The specified school

    1. The school (“the specified school”) at which the appellant wishes the child to attend consists mostly of mainstream classes, but has additionally a unit consisting of two language and communications (“L&C”) classes. The appellant has specified that unit in her placing request. That unit provides education specially suited to children with additional support needs, and the children attending there have been selected on the basis of such needs.
    2. The L&Cs have smaller class sizes and less sensory stimuli than a typical mainstream class.
    3. Each L&C has one teacher and a nursery nurse. There is also one pupil support assistant between the two L&C classes.
    4. Each of the L&C classes has six pupils.
    5. The specified school would not permit an L&C class to have a ratio of more than six pupils for every teacher.
    6. Should an L&C class have more than six pupils, a further teacher would be taken into employment to work at the school.
    7. The entire cohort of one of the L&C classes will move to secondary education, and leave the specified school, at the end of the current school year.

 

Reasons for the Decision

Comments on findings-in-fact

  1. Findings-in-fact (2), (3), (5), (8) and (15) were made in line with the joint minute of admissions (HEC/39-40).
  2. Finding (4) was made on the basis of the appellant’s examination-in-chief.
  3. Finding (9) was made on the basis of the evidence of the head teacher of the current school. The appellant said in her statement that her son was “not … able” to attend (HEC/047, para. 7), though the nature of the inability was never precisely specified; the appellant was not questioned about this at the hearing. There was no suggestion made on the respondent’s behalf that there was any culpable failure by the parents to secure the child’s attendance. The burden of proof falling generally upon the respondent, it would be for it to clearly articulate any contention that there was some significant factor unconnected to the child’s conditions or his schooling that might account for this.
  4. Finding (10) is derived from a note of staff at the current school (HEC/123-HEC/128) though there was also evidence from the appellant coinciding with it.
  5. Findings (11) and (12) were made on the basis of the appellant’s witness statement (HEC/047, para. 6). This was also put to the head teacher of the current school in examination-in-chief, who did not dispute this. Although the appellant commented further on this in examination-in-chief, leading to the comment of the respondent’s representative we have noted above (para. 7), it is unnecessary to place any weight on that answer to make these findings. Finding (13) is based on the head teacher’s examination-in-chief.
  6. The significance of the last part of finding (14) is that the L&C classes are deemed themselves to constitute a special school, albeit forming part of an otherwise mainstream school (Education (Additional Support for Learning) (Scotland) Act 2004, section 29(1)). Thus, the appellant specified the L&C classes as the “school” in which placement of her son was sought. Nonetheless, for ease of expression, we refer to the mainstream and special parts of the school collectively as the “specified school”.
  7. Findings (15) to (19) were made on the basis of the oral evidence of the head teacher of the specified school.

Additional teacher

  1. We are satisfied that placing the child in the specified school would make it necessary for the respondent to take an additional teacher into employment.
  2. An extract from the Scottish Negotiating Committee for Teachers’ Handbook, Appendix

2.9 was produced (HEC/110-111). A maximum class size specified for a class of children with additional support needs arising from language and communication difficulties is six. The evidence of the head teacher of the specified school (who had held that position for twelve years, and also had relevant experience predating that) in

 

cross-examination was that such a class in her experience had never been permitted, in her school or elsewhere, to have more than six children.

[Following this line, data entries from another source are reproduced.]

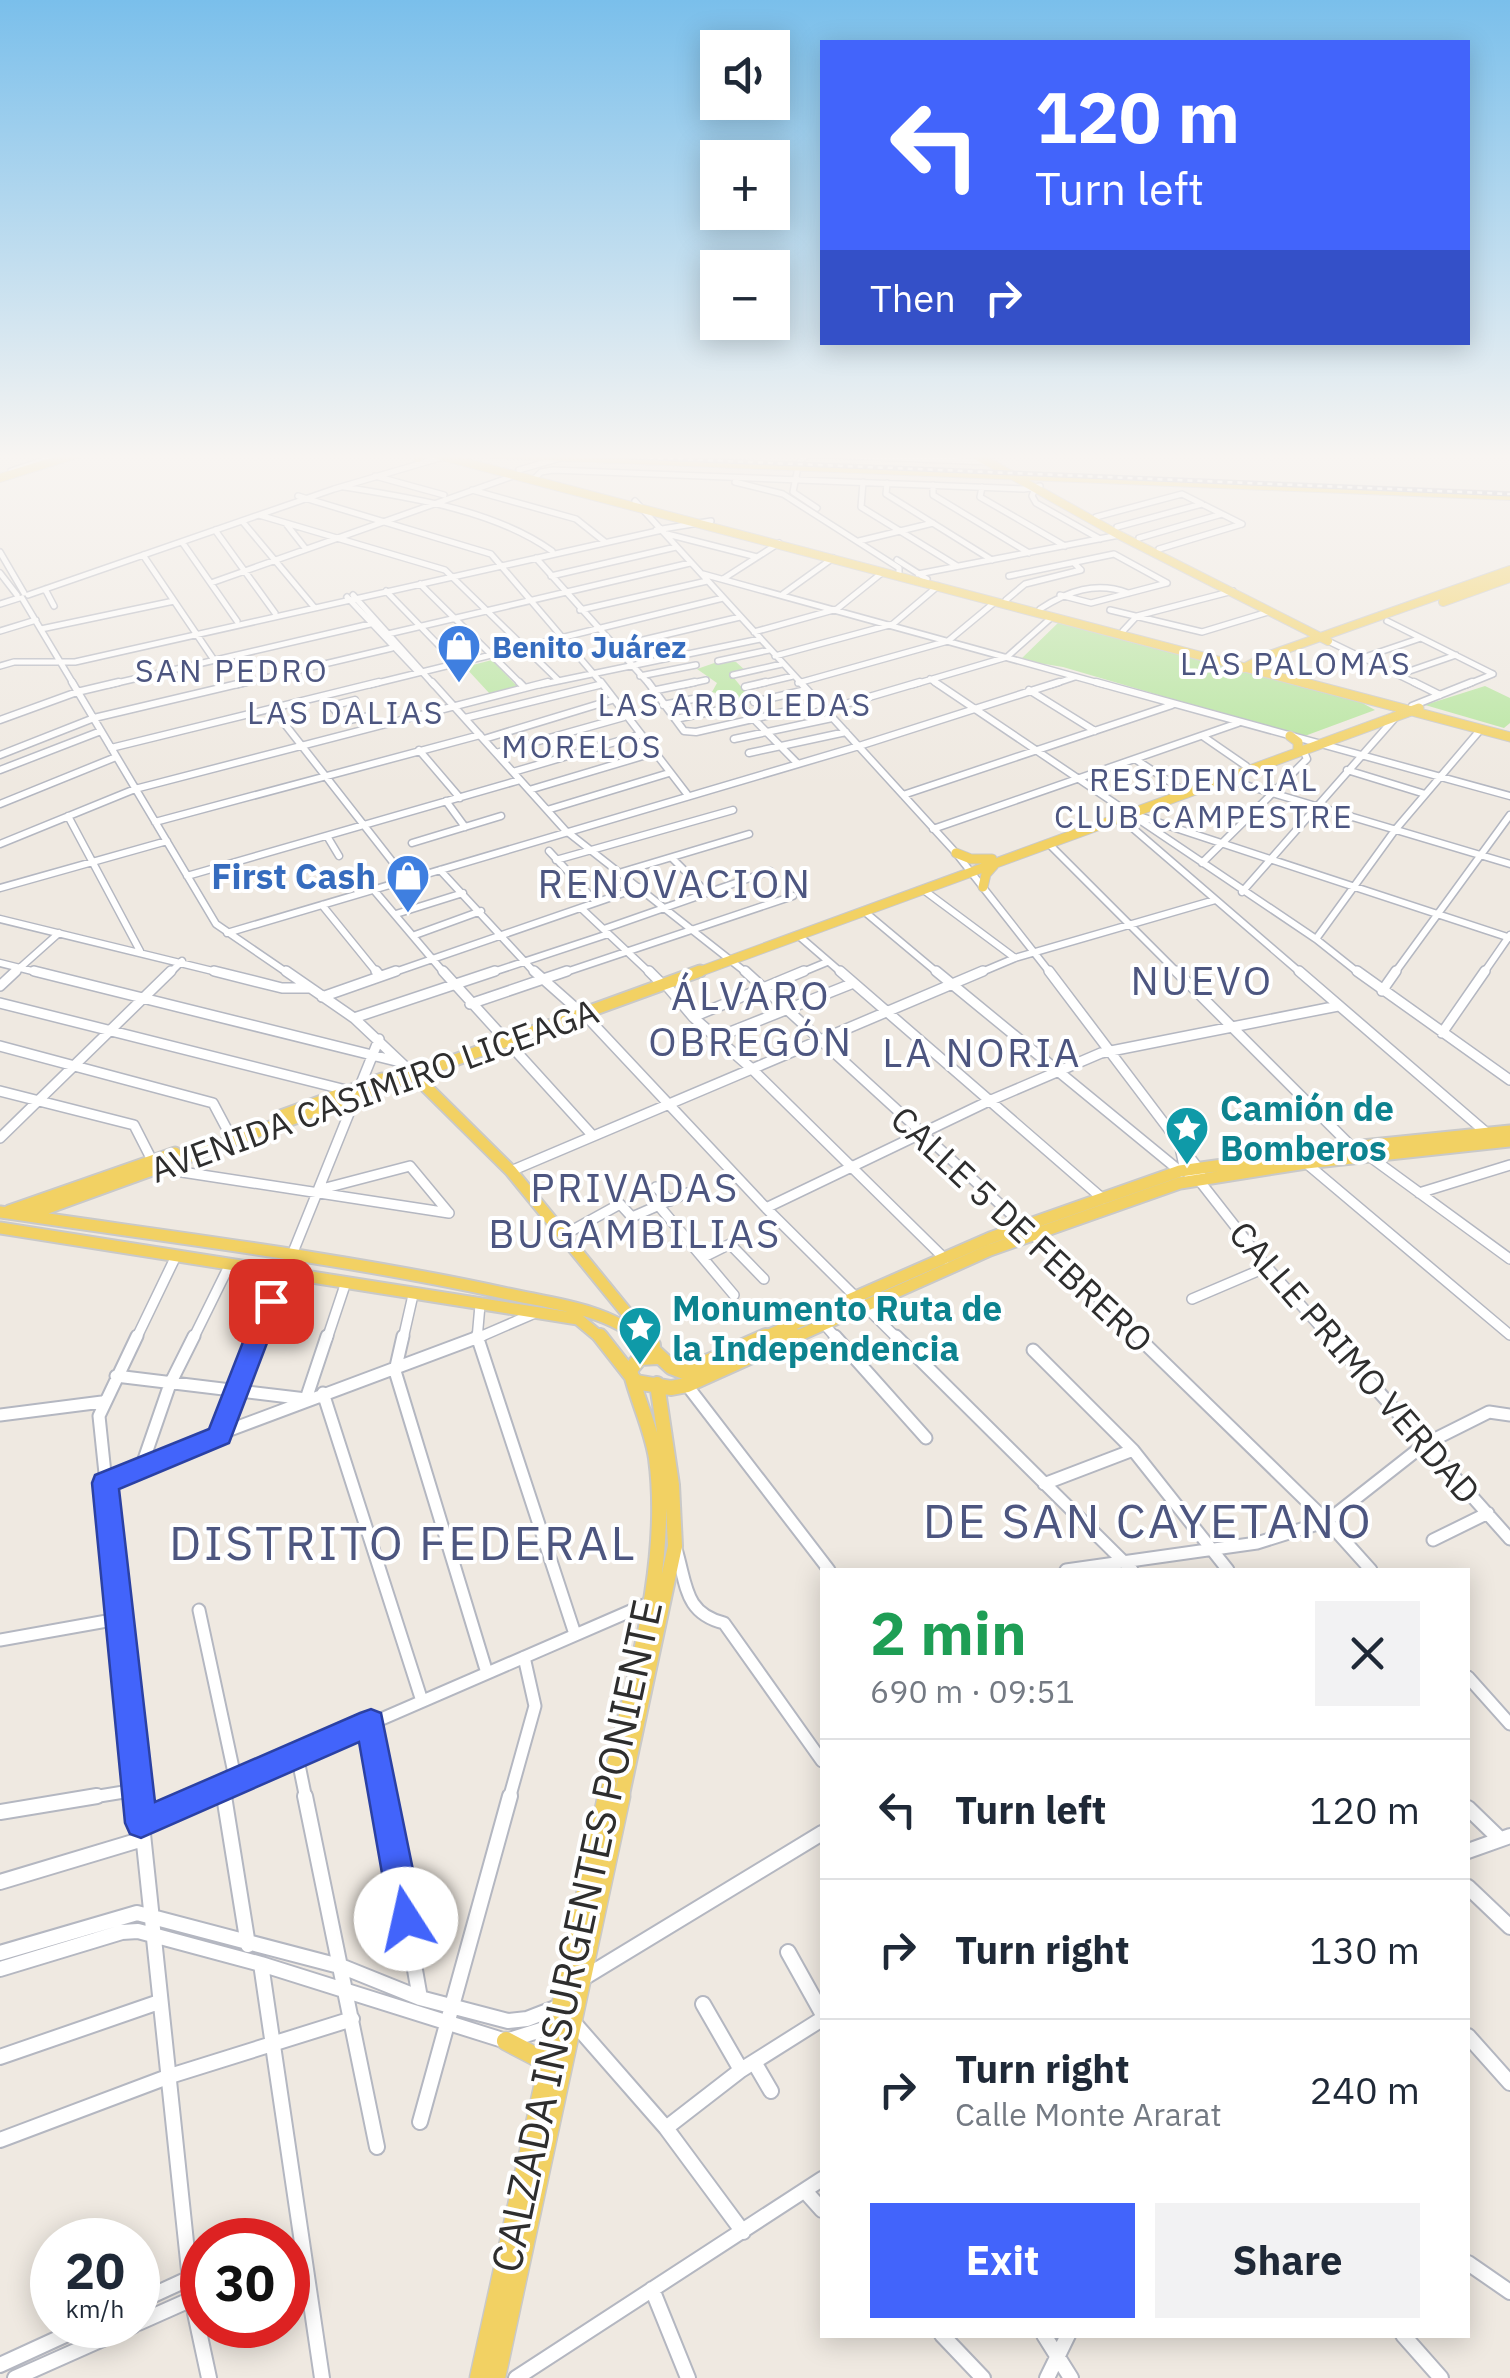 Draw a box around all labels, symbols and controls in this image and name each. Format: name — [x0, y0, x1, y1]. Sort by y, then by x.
map controls — [700, 30, 790, 340]
button: sound — [700, 30, 790, 120]
text: 120 m — [1035, 71, 1240, 162]
icon: left — [870, 80, 1000, 210]
button: + — [700, 140, 790, 230]
text: Turn left — [1035, 159, 1204, 217]
button: − — [700, 250, 790, 340]
icon: right — [976, 270, 1031, 325]
text: Then — [870, 273, 956, 322]
shop icon: Benito Juárez — [436, 623, 482, 684]
place label: Benito Juárez — [492, 627, 687, 666]
district label: LAS PALOMAS — [1180, 642, 1412, 684]
district label: SAN PEDRO — [135, 649, 329, 691]
district label: LAS ARBOLEDAS — [597, 683, 873, 725]
district label: LAS DALIAS — [247, 691, 445, 733]
district label: MORELOS — [501, 725, 663, 767]
district label: RESIDENCIAL CLUB CAMPESTRE — [1054, 758, 1354, 837]
place label: First Cash — [211, 853, 376, 899]
shop icon: First Cash — [385, 853, 431, 914]
district label: RENOVACION — [537, 857, 813, 909]
district label: NUEVO — [1130, 954, 1274, 1006]
district label: ÁLVARO OBREGÓN — [648, 969, 854, 1067]
street label: AVENIDA CASIMIRO LICEAGA — [144, 987, 604, 1193]
district label: LA NORIA — [882, 1026, 1082, 1078]
place label: Camión de Bomberos — [1220, 1085, 1394, 1171]
street label: CALLE 5 DE FEBRERO — [881, 1096, 1163, 1362]
place icon: Camión de Bomberos — [1164, 1105, 1210, 1166]
district label: PRIVADAS BUGAMBILIAS — [488, 1161, 782, 1259]
street label: CALLE PRIMO VERDAD — [1220, 1211, 1490, 1513]
pin — [229, 1259, 314, 1344]
icon: arrive — [244, 1274, 299, 1329]
place label: Monumento Ruta de la Independencia — [672, 1285, 1002, 1371]
place icon: Monumento Ruta de la Independencia — [617, 1305, 663, 1366]
district label: DE SAN CAYETANO — [923, 1489, 1373, 1551]
district label: DISTRITO FEDERAL — [169, 1511, 637, 1573]
text: 2 min — [870, 1593, 1027, 1672]
street label: CALZADA INSURGENTES PONIENTE — [478, 1595, 674, 2277]
button: close — [1315, 1601, 1420, 1706]
text: 690 m · 09:51 — [870, 1670, 1075, 1712]
icon: left — [870, 1782, 925, 1837]
text: Turn left — [955, 1785, 1106, 1834]
text: 120 m — [1309, 1785, 1420, 1834]
position arrow — [354, 1867, 458, 1971]
icon: right — [870, 1922, 925, 1977]
text: Turn right — [955, 1925, 1130, 1974]
text: 130 m — [1309, 1925, 1420, 1974]
text: Turn right — [955, 2044, 1130, 2093]
icon: right — [870, 2062, 925, 2117]
text: 240 m — [1309, 2065, 1420, 2114]
text: Calle Monte Ararat — [955, 2093, 1222, 2135]
button: Exit — [870, 2203, 1135, 2318]
button: Share — [1155, 2203, 1420, 2318]
speed limit sign: 30 — [180, 2218, 310, 2348]
text: 20 — [65, 2238, 125, 2303]
text: km/h — [66, 2292, 124, 2325]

  1. There was no evidence led before us that, either with this respondent, or with other education authorities, the limits in the SNCT handbook for classes for children with additional support needs were ever departed from. Absence of evidence is not necessarily evidence of absence. But we were left with no evidence contradicting or qualifying the effect of the evidence for the respondent, that the maximum ratio of six children for every teacher was a standard that would not be departed from, rather than a guideline in respect of which adherence was optional.
  2. The head teacher gave evidence in response to the tribunal’s questions that, in the event of long-term absence of a teacher for one of the language and communication classes, she would have to “turn to the supply list”. The implication of that answer is that the staff at the specified school could not be re-allocated to cover the absence, nor would one expect a teacher to be available from another of the respondent’s schools.
  3. The head teacher was not questioned further, by the tribunal or by the parties, as to what ‘turning to the supply list’ would entail. The appellant’s solicitor submitted that there was no evidence to say why a supply teacher could not be taken on (written submission, 3rd page, para. 2): though this submission seems predicated on the teachers on the supply list being currently employed. However, in the respondent’s case statement, it is asserted that:

“Supply teachers are not employed by the Education Authority unless and until they are employed from supply – therefore using a supply teacher amounts to taking a teacher into employment.” (HEC/62: § D.12)

The case statement’s author was the respondent’s representative, who is designed in that statement as: “Parent and Pupil Support Manager”. In that role, the author would have particular knowledge of how his employer’s supply list operates. We explain below (paras. 54-57) why we advise against a party relying upon either: (a) assertions by a representative and (b) assertions in their case statement. But the statement is an unequivocal assertion of fact, which should be within the author’s personal knowledge. In the discharge of his duties as a manager in the respondent’s education department, he would need to know about the arrangements for supply teachers. By calling the head teachers as witnesses, the respondent also gave the appellant the opportunity for this point to be tested, but there was no specific question on this in cross- examination. In these particular circumstances, we rely on and accept the unchallenged and uncontradicted assertion in the case statement.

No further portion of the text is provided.